Sophie Stangl '15 Integrated Health Sciences Major
Food Addiction in College-Aged Females
Addiction to highly refined foods, specifically sugar, may result in excessive caloric intake, which enhances comorbidity risks, such as obesity and cardiovascular disease. The American Heart Association recommends that women limit "added sugar" intake to 25 g per day (1).
Purpose: To determine the relationship between food addiction and sugar consumption.
Methods: IRB approved the study, and IT Services sent out a recruitment email to 1992 college-aged females. Participants gave their informed consent and completed two surveys: the Yale Food Addiction Scale (YFAS) (n=160) and the Automated Self-Administered 24-hour dietary recall (ASA24) (n=57). The YFAS questionnaire categorized individuals into two groups based on the DSM-IV substance abuse criteria: food dependents, or food addicts, and non-food dependents, or non-food addicts. The ASA24 analyzed participants' dietary recalls of all foods/beverages consumed in the last 24 hours. T-tests and ANOVAs compared nutrition intakes of food dependents with non-food dependents.

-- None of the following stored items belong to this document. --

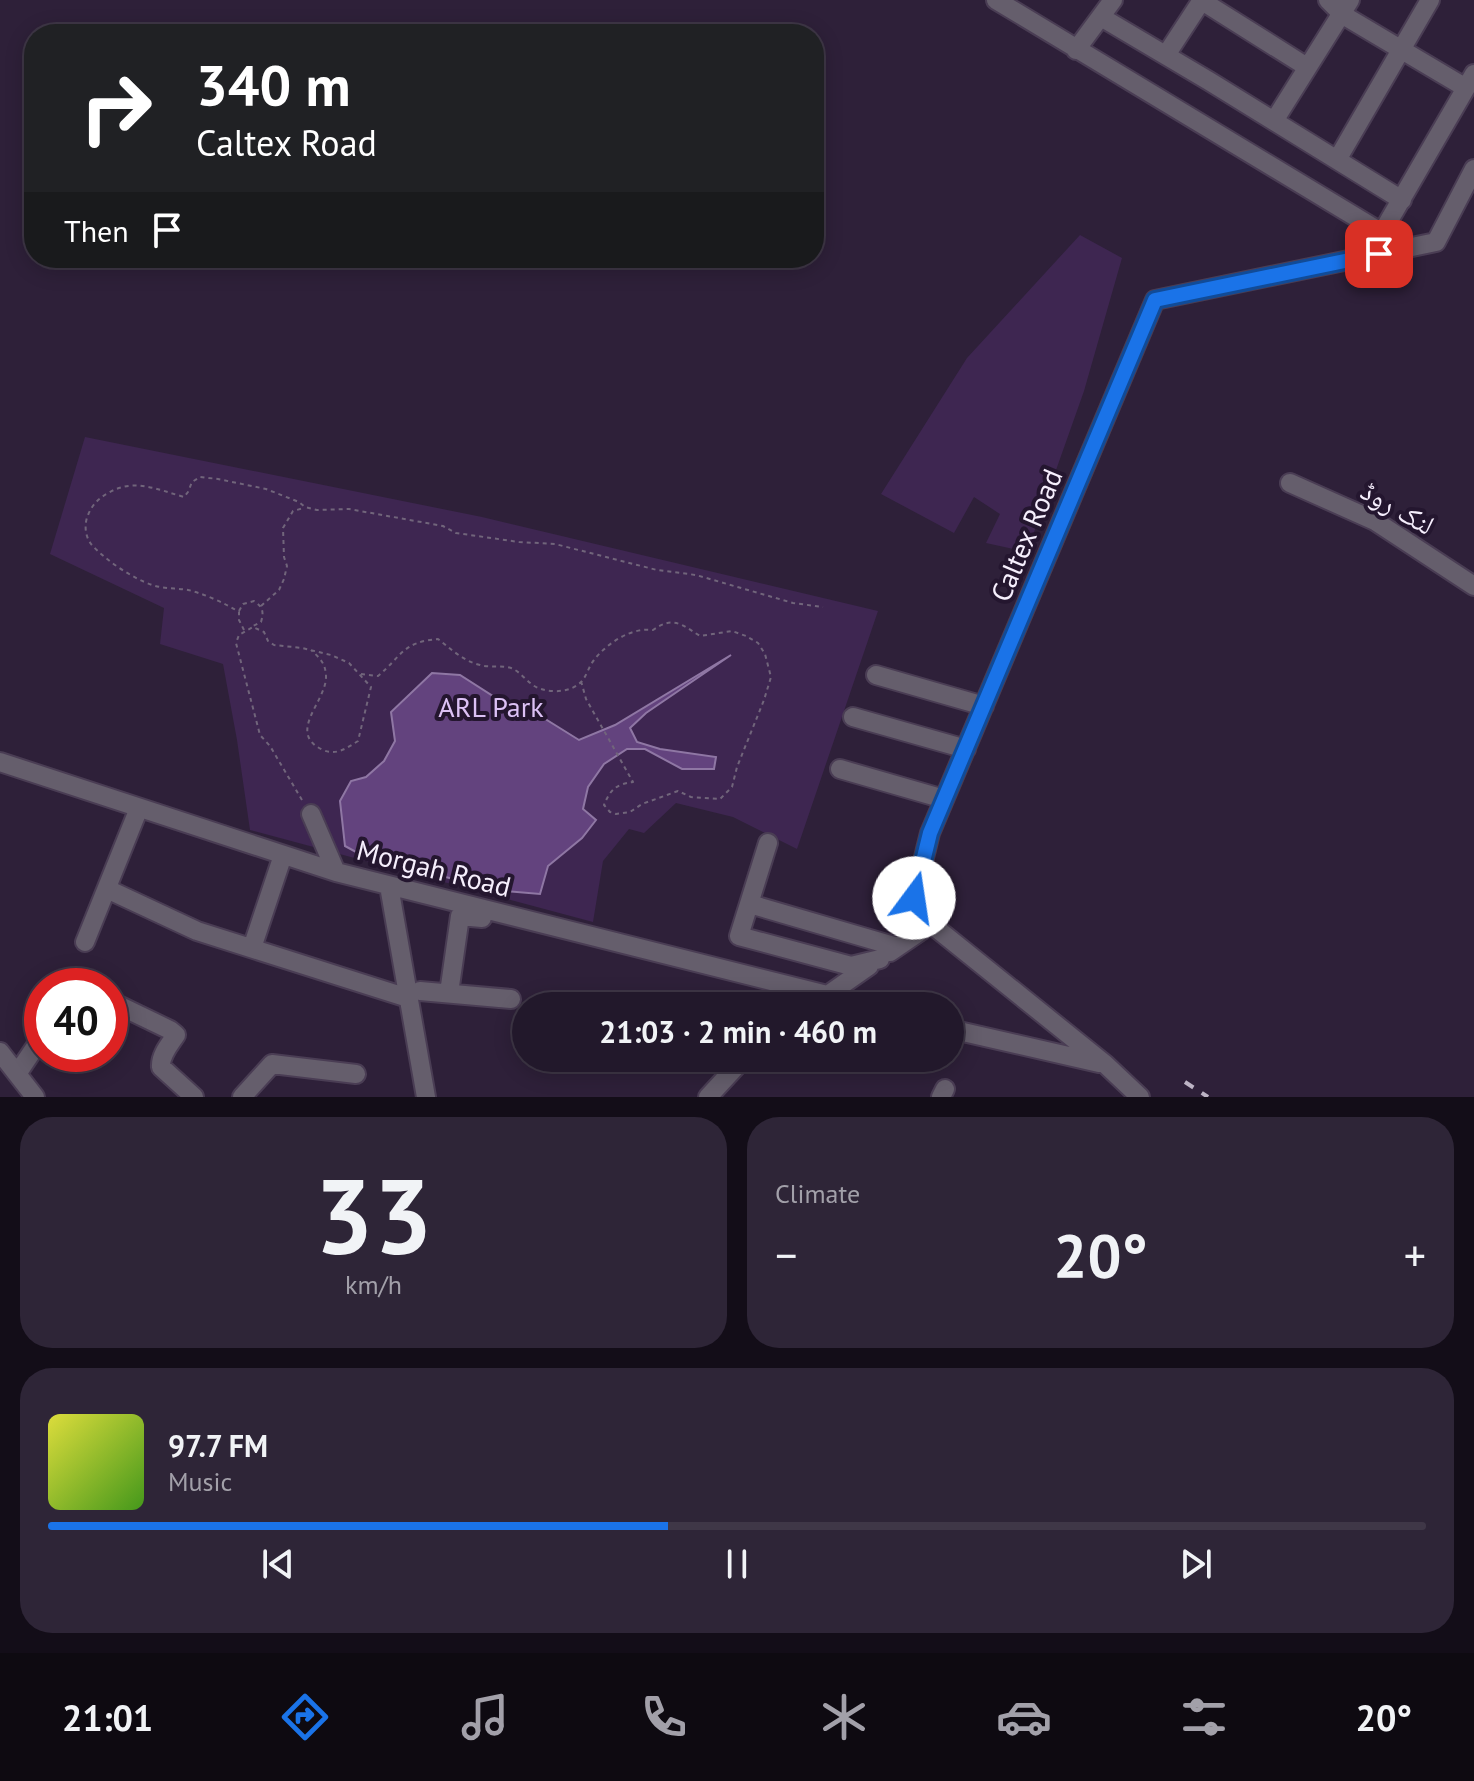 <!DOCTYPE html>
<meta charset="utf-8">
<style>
:root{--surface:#22182b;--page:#2e2537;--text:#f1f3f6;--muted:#a2a0a9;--line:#3f3747;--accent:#1a73e8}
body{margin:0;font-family:"PT Sans","Noto Naskh Arabic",sans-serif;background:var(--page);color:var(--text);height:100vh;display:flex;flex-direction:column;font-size:30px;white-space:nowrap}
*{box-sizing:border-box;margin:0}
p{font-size:26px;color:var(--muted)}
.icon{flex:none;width:44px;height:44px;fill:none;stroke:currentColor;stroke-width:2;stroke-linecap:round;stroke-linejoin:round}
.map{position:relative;height:1097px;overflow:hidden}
.sheet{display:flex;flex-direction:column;gap:20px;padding:20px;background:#130d18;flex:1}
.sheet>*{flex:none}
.hud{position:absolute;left:24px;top:24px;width:800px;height:244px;border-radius:32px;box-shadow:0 4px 20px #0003,0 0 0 2px var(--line);background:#202124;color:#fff;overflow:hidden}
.speed{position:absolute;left:24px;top:968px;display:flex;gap:16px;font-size:40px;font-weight:700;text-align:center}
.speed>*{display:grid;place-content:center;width:104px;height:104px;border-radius:50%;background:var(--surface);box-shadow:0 4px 20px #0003,0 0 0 2px var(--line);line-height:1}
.speed .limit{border:12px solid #d22;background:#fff;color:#111}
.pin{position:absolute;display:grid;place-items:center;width:68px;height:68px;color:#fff;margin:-34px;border-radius:16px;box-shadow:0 4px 12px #0006}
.me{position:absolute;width:88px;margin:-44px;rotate:14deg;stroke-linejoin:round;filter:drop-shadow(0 0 6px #0008)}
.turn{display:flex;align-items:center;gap:28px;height:168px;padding:0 40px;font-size:36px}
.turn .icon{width:104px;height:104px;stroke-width:2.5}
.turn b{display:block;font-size:56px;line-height:68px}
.then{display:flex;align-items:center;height:76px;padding:0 40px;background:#0003;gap:16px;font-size:30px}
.big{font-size:60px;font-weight:700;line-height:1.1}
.sheet .tile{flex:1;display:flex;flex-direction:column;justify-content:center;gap:12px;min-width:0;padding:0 28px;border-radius:32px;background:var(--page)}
.sheet .dial{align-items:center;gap:0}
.dial b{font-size:104px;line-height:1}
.song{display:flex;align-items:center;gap:24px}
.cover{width:96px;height:96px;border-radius:12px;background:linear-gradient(135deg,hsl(60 70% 55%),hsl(100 70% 35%))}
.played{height:8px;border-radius:4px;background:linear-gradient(90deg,var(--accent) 45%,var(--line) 45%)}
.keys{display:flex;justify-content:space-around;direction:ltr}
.heat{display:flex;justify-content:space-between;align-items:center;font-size:44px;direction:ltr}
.sheet .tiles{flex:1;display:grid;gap:20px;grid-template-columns:1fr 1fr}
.tile:last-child{grid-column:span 2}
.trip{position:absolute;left:512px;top:992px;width:452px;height:80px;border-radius:40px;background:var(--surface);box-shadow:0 4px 20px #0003,0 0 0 2px var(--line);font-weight:700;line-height:80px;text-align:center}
.menu{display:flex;height:128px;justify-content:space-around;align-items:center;background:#0e0a11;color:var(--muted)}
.menu .icon{width:56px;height:56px}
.menu .current{color:var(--accent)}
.menu b{font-size:36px;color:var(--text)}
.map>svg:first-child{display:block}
.green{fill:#3e2651}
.water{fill:#63437e;stroke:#8f77a4;stroke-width:2}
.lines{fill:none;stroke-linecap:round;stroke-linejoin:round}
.minor-casing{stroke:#4a3d54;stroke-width:22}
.path{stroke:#71657b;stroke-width:2;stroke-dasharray:4 4;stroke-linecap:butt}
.minor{stroke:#655e6c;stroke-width:18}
.rail{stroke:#bdb4c5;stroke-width:4;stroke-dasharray:10 10;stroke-linecap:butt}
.route-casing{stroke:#114b97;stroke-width:20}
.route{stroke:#1a73e8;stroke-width:14}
.labels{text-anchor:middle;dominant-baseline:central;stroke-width:8;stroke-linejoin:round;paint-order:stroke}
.street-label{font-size:28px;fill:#f6effd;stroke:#24162f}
.park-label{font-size:28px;fill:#dcc1f5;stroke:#24162f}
</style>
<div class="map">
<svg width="1474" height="1097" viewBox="0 0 1474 1097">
<rect width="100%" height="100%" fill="#2e2039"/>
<path class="green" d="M1080 235 1122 258 1084 391 1027 552 986 543 1000 514 974 497 954 533 881 494 967 358Z
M85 437 482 517 878 611 797 849 733 817 676 803 644 833 629 829 603 861 593 922 250 830 237 740 223 664 160 644 164 608 50 554Z"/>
<path class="water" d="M731 655 646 713 630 728 637 742 660 749 716 757 714 769H682L645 749H627L604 764 588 787 583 809 596 820 582 838 548 866 540 894 493 890 384 860 367 858 345 846 340 801 351 781 366 777 384 761 395 741 391 712 432 673 460 675 493 696 521 704 579 740 615 725Z"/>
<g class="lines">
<g class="minor-casing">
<path id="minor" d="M996 0 1407 248
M1328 0 1343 15 1466 88
M1202 1 1307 67
M1101 17 1209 81 1402 200
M1076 50 1113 0
M1166 55 1202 0
M1274 121 1350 0
M1337 160 1430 0
M1387 224 1474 74
M1290 483 1375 521 1474 586
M876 675 984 706
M853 717 966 749
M0 762 336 872 827 995 861 1006
M840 769 944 799
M311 814 336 872
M768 843 739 936 851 966 880 959
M389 886 426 1097
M107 889 197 931 408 998
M750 904 897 947
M85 942 139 808
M252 948 283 855
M890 952 931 924
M67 986 69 981 79 986
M420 991 511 999
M449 993 460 916 482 918
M110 1001 170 1030 176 1035C170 1044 160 1055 161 1067L194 1097
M812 1006 869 966
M950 1029 1099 1063
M0 1052 35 1097
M17 1074 42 1037
M242 1097 272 1064 356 1074
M708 1097 744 1058
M941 1097 945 1089
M1140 1097 1105 1064 931 924 916 910 914 898 930 833 1155 300 1436 242 1474 169"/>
</g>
<path class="path" d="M261 606 279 590 284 579 287 566 284 557 283 528 293 511 304 508
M239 611 243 604 254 601C263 607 264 612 261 622L253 626
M244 630 239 620V612C227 604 202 593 188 590 176 588 164 589 152 585 132 578 105 560 91 544 85 536 84 524 88 515 92 505 98 499 108 493 134 478 156 489 184 497L188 492 192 482 200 477 218 479 266 489 299 502 305 507 317 510 349 509 443 526 456 533 519 542 555 544 657 570 696 575 793 603 823 607
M361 674 378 676C402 656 402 642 438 639 451 649 463 661 480 665 490 668 501 665 511 668 522 672 529 686 541 689 554 693 572 692 582 681 587 675 589 666 594 660 607 643 632 627 653 630 673 616 681 624 700 636L732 631 746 636 758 643 765 654 771 677 764 700 737 767 732 787 720 799 691 797 678 791 642 804 630 812 616 814 610 812 604 805C610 790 616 784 633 782L586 699 581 681
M302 800 270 746 260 735 236 643 239 635 253 627 264 632 268 641 274 645 302 648 331 655 349 663 371 687 358 741C347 748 336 756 323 750 286 733 326 702 326 677 326 664 320 658 311 650"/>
<use href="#minor" class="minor"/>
<path class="rail" d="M1185 1082 1208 1097"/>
</g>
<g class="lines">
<g class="route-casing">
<path id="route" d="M914 898 930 833 1155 300 1379 254"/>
</g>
<use href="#route" class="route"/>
</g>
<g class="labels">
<g class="street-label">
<text transform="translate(1398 507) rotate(30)">لنک روڈ</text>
<text transform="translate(1026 535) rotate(-67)">Caltex Road</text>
<text transform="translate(434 868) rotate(14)">Morgah Road</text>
</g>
<g class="park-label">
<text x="491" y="706">ARL Park</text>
</g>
</g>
</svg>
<div class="speed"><div class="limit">40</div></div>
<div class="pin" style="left:1379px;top:254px;background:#d93025"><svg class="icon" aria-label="arrive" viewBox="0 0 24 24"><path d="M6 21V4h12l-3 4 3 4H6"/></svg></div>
<svg class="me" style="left:914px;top:898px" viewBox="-20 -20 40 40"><circle r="19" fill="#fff"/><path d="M0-13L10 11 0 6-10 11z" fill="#1a73e8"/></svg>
<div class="trip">21:03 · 2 min · 460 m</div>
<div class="hud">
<div class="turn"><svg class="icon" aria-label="right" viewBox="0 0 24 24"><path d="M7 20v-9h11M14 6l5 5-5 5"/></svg><div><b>340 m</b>Caltex Road</div></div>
<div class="then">Then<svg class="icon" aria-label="arrive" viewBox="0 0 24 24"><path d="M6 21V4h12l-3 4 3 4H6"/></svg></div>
</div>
</div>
<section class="sheet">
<div class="tiles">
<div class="tile dial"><b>33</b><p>km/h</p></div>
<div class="tile"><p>Climate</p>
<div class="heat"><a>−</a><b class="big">20°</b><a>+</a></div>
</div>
<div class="tile">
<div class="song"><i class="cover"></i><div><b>97.7 FM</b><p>Music</p></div></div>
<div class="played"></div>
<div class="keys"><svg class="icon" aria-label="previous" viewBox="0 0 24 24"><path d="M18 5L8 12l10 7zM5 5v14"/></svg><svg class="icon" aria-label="pause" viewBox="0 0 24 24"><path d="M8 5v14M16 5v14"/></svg><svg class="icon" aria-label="next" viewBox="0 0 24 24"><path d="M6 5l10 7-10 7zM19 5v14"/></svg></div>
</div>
</div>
</section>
<nav class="menu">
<b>21:01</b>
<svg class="icon current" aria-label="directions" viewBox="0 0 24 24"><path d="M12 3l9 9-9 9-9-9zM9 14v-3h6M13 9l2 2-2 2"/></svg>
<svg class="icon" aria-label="music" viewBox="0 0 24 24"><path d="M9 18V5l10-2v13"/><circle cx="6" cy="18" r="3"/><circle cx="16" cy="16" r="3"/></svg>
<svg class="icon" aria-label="phone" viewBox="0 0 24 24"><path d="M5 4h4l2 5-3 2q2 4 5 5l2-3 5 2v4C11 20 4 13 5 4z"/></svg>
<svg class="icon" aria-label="climate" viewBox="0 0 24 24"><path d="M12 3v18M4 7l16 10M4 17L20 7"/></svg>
<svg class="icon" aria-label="car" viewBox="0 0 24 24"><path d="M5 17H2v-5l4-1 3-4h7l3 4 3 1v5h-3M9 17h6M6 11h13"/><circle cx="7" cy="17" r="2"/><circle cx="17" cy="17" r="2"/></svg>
<svg class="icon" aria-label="filters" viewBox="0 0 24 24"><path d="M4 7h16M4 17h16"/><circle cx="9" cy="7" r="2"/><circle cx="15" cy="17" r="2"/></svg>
<b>20°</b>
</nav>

Results: The YFAS categorized the respondents as 31.3% food dependent (n=50) and 68.8% non-food dependent (n=110); 13 food dependents and 44 non-food dependents completed the ASA24. Only 35.6% of participants (n=57) complete both surveys. The range of "added sugar" consumed was 0 - 395 grams. Food addicts consumed 77.5 ± 101.5 g of "added sugar" and non-food addicts consumed 51.5 ± 36.5 g of "added sugar"; however, there was no statistical difference between groups (p=0.158). Food dependents consumed less sodium than non-food dependents, 2308 ± 681 mg and 2980 ± 1051 mg sodium respectively, which was statistically significant (p=0.034).
Conclusions - A food addiction diagnosis did not correlate with a higher "added sugar" intake in this study (p>0.05), and food addicts consumed a significantly lower amount of sodium than non-food addicts (p=0.034). A surprising percent of college-aged females were categorized as food addicts (31.3%), which is higher than other reports (8.8%). Most food addicts and non-food addicts (70%) are consuming more than the American Heart Association's recommended amount of "added sugar" (<25 grams per day).